■ What you are asked to do ■
Pull each line containing "green" out of the data and copy it.

**** Study material ****

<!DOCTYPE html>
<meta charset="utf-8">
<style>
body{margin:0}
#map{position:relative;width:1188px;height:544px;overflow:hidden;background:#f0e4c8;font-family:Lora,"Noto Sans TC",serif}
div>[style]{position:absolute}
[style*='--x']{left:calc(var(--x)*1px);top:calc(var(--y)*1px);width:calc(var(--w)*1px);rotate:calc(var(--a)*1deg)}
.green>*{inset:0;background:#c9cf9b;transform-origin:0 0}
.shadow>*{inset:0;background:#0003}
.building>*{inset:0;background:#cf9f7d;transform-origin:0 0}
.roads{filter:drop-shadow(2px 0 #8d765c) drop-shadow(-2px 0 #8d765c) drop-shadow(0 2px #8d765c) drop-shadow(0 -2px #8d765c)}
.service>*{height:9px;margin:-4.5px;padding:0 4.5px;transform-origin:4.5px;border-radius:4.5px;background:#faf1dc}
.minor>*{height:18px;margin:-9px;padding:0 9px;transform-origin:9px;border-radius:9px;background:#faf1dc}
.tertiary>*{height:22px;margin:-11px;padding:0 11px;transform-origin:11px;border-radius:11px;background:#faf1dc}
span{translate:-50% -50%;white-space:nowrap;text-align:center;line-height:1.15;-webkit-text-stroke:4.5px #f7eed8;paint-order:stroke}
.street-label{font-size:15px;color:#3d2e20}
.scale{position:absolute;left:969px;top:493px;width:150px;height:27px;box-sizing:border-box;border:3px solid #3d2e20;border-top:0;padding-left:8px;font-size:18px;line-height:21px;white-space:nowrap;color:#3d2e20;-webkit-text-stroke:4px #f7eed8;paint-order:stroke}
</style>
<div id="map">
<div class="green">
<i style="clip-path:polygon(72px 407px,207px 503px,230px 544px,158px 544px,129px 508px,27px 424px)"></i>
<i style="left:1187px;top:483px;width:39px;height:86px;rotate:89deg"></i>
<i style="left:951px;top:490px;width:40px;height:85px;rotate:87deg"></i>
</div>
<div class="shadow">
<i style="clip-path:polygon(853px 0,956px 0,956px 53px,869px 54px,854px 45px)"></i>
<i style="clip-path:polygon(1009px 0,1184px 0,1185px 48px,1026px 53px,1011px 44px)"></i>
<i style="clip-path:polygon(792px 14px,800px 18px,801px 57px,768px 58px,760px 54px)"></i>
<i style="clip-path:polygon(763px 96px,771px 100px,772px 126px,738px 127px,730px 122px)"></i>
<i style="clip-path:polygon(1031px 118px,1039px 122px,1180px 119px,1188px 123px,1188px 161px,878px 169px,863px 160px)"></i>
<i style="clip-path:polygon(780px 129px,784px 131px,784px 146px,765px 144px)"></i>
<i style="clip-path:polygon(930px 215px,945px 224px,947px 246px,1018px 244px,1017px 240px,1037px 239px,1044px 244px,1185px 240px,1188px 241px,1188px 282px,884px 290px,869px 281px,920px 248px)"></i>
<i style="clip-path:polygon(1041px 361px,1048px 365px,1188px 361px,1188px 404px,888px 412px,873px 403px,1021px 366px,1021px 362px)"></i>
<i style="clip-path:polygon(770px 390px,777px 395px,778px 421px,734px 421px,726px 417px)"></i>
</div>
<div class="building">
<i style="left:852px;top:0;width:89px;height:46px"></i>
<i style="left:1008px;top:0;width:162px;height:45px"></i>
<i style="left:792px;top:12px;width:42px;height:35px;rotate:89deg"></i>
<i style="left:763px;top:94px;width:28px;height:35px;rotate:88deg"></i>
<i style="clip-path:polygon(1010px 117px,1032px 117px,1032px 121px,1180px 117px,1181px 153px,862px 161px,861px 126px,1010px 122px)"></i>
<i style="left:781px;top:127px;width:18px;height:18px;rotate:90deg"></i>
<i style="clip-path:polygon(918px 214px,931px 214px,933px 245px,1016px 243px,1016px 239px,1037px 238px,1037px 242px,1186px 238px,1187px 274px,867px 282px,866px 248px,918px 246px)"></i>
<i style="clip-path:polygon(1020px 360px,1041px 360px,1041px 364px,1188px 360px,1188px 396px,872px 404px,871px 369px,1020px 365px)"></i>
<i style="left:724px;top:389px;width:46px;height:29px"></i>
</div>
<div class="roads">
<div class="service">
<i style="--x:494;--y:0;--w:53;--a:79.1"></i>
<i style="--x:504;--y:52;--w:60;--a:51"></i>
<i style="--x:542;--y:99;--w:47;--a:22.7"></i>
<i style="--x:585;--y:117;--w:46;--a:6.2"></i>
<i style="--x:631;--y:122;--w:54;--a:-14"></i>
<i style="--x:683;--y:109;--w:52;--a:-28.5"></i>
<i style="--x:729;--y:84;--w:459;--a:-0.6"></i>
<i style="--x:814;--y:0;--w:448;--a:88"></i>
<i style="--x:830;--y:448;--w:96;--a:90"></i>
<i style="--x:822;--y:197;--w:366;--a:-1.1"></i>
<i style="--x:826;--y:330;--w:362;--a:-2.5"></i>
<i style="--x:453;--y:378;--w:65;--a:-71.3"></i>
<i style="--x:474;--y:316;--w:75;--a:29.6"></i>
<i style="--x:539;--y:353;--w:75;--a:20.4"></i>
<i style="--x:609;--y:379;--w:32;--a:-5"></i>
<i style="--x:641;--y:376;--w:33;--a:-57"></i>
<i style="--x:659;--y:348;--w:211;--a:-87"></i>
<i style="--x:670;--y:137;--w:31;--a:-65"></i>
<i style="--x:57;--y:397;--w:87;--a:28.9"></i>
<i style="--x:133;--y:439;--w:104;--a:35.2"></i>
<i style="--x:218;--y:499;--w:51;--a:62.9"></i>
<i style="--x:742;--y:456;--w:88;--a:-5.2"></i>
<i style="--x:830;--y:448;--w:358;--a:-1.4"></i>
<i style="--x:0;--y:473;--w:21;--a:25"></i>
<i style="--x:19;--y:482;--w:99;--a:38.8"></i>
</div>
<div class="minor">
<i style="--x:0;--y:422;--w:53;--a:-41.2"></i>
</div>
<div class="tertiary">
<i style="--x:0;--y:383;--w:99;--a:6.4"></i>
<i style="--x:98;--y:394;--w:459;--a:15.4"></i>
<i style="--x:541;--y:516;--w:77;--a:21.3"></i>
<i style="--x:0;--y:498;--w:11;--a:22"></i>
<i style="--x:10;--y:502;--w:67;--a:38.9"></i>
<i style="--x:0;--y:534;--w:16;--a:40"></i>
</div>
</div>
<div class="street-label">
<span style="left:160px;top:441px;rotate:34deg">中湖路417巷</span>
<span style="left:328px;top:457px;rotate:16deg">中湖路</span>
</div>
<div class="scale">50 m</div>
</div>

****

■ Exercise response ■
.green>*{inset:0;background:#c9cf9b;transform-origin:0 0}
<div class="green">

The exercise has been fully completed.